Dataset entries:
****************

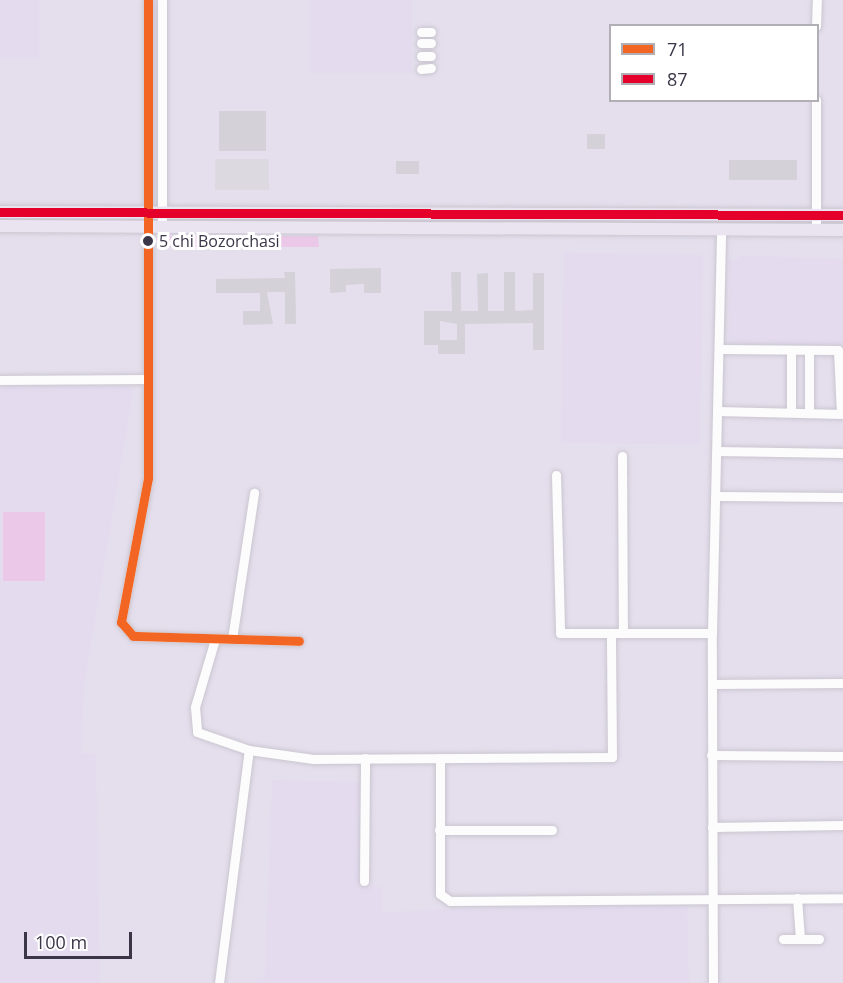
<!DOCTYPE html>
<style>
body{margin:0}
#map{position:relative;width:843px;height:983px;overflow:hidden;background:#edeaf0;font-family:"Open Sans",sans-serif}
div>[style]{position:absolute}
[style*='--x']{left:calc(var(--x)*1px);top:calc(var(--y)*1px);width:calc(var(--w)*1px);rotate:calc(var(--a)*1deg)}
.residential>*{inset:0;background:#e5dfed}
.education>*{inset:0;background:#e4dbef;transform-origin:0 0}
.green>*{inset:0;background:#ecc8e8;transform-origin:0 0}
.parking>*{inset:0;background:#dcdae0;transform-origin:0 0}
.building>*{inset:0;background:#d4d1d9;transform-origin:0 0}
.roads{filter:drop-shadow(0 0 2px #cac6d0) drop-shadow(0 0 2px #cac6d0)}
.minor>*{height:9px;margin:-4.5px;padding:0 4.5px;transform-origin:4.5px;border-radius:4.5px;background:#fcfcfd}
.major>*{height:12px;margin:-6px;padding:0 6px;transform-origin:6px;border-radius:6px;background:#eae4f1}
.bus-1>*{height:9px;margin:-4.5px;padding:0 4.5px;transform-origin:4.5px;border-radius:4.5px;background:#f26522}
.bus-2>*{height:9px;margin:-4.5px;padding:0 4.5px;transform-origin:4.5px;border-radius:4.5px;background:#e4002b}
.dots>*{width:16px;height:16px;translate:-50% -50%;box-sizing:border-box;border:3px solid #fff;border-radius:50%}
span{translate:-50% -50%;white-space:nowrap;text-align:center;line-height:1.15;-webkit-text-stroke:6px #fff;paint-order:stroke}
.bus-label{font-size:16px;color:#3b3548}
.left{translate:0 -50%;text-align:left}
.legend{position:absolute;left:609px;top:24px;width:210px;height:78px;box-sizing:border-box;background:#fff;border:2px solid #b1aeb6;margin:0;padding:8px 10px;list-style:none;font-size:18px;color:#3b3548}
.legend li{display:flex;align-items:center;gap:12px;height:30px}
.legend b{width:30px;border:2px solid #b1aeb6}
.scale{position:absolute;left:24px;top:932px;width:108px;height:27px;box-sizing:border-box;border:3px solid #3b3548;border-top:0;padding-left:8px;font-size:18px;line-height:21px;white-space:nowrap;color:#3b3548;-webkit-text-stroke:4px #fff;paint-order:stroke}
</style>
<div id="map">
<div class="residential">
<i style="clip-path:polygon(evenodd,0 0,843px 0,843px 983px,0 983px,0 0,610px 26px,818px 26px,818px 100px,610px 100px,610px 26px)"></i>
</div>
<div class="education">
<i style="left:0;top:0;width:39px;height:58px"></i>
<i style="left:310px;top:0;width:102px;height:73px"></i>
<i style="left:703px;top:255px;width:190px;height:139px;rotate:91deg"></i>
<i style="clip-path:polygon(739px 255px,843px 259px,843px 346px,729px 345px,729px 260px,738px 260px)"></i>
<i style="clip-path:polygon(0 386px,134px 387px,84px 686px,81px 753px,96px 754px,100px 983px,0 983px)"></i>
<i style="clip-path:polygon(272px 780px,361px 782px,362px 886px,382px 887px,382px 912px,687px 902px,689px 983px,255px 983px,255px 978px,265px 977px)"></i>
</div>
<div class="green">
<i style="clip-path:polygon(163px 236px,318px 236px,319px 247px,161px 247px,158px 245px)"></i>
<i style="left:3px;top:512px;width:42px;height:69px"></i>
</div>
<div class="parking">
<i style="left:269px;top:159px;width:31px;height:54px;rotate:90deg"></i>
</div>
<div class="building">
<i style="left:219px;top:111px;width:47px;height:40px"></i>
<i style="left:587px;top:134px;width:18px;height:15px"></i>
<i style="left:729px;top:160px;width:68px;height:20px"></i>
<i style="left:396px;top:161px;width:23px;height:13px"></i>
<i style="clip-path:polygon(381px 268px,381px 293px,364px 293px,364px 284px,346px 285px,346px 292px,330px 293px,330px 269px)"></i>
<i style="clip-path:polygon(284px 272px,295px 272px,296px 324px,285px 324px,285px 292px,267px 292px,273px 324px,243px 325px,243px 311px,260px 311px,260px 293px,216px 293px,216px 279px,285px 278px)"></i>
<i style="clip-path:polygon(evenodd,451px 272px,461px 272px,461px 311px,478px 311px,477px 274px,488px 273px,488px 311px,504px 311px,504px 272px,515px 272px,515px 311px,533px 310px,533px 273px,544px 273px,544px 350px,533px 350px,533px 323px,465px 324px,465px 354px,438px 354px,438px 345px,424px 345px,424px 311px,452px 311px,451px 272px,440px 321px,457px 324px,457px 340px,440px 340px,440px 321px)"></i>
</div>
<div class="roads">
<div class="minor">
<i style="--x:148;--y:0;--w:478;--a:90"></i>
<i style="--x:148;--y:478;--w:147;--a:100.6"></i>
<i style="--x:121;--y:622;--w:18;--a:49"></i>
<i style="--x:133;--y:636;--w:166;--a:1.7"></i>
<i style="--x:816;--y:26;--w:26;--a:-88"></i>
<i style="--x:421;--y:32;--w:10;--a:0"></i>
<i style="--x:421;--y:43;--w:10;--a:0"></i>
<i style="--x:421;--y:56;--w:10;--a:0"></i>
<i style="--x:421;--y:69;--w:10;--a:-6"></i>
<i style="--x:162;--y:219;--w:219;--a:-90"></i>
<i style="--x:816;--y:229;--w:129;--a:-90"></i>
<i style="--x:719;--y:349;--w:119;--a:0.5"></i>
<i style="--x:838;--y:350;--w:63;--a:87.3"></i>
<i style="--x:809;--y:350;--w:63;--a:90"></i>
<i style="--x:0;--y:380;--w:148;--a:-0.4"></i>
<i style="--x:717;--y:411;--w:126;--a:1.4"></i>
<i style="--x:791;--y:412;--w:62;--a:-90"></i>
<i style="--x:717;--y:451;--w:126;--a:0.9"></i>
<i style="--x:622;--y:456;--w:177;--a:89.7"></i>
<i style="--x:556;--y:475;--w:158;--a:88.5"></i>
<i style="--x:560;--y:633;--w:152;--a:0"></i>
<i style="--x:716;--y:496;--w:127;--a:0.5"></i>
<i style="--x:215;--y:639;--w:71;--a:106.4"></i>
<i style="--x:195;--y:707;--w:25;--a:85"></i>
<i style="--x:197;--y:732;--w:55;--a:19.1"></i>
<i style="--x:249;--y:750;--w:65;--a:8"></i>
<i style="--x:313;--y:759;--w:299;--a:-0.4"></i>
<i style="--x:612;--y:757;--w:123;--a:-90.5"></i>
<i style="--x:232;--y:639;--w:148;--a:-81.4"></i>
<i style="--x:712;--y:684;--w:131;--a:-0.4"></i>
<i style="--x:711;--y:755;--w:132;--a:0.4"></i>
<i style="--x:440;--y:758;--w:136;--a:90"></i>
<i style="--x:440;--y:894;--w:12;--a:35"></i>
<i style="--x:450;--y:901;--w:393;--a:-0.4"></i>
<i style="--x:712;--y:827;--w:131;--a:-0.9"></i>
<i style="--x:439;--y:830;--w:113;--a:0"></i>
<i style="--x:364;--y:881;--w:123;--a:-89.5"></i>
<i style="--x:797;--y:898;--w:41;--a:85.8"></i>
<i style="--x:783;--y:939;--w:36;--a:0"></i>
<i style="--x:219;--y:983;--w:235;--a:-82.7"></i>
<i style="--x:713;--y:983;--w:350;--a:-90.2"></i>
<i style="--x:712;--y:633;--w:404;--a:-88.7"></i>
</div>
<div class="major">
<i style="--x:0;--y:212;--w:843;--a:0.2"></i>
<i style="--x:0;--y:226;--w:843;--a:0.27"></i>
</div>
</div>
<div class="bus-1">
<i style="--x:148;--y:0;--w:478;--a:90"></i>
<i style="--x:148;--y:478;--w:147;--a:100.6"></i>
<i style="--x:121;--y:622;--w:18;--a:49"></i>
<i style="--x:133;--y:636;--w:166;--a:1.7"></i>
</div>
<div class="bus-2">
<i style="--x:0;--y:212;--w:843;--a:0.2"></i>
</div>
<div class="dots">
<i style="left:148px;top:241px;background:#3b3548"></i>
</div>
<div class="bus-label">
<span class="left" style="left:159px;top:241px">5 chi Bozorchasi</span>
</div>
<ul class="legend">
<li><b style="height:8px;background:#f26522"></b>71</li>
<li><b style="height:8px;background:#e4002b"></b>87</li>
</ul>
<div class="scale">100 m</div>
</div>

****************

Set down the records above exactly as written, beginning with the first line and ending with the line that contains "2px #cac6d0) drop-shadow(0", and do not include pictures.

Result of this exercise:
<!DOCTYPE html>
<style>
body{margin:0}
#map{position:relative;width:843px;height:983px;overflow:hidden;background:#edeaf0;font-family:"Open Sans",sans-serif}
div>[style]{position:absolute}
[style*='--x']{left:calc(var(--x)*1px);top:calc(var(--y)*1px);width:calc(var(--w)*1px);rotate:calc(var(--a)*1deg)}
.residential>*{inset:0;background:#e5dfed}
.education>*{inset:0;background:#e4dbef;transform-origin:0 0}
.green>*{inset:0;background:#ecc8e8;transform-origin:0 0}
.parking>*{inset:0;background:#dcdae0;transform-origin:0 0}
.building>*{inset:0;background:#d4d1d9;transform-origin:0 0}
.roads{filter:drop-shadow(0 0 2px #cac6d0) drop-shadow(0 0 2px #cac6d0)}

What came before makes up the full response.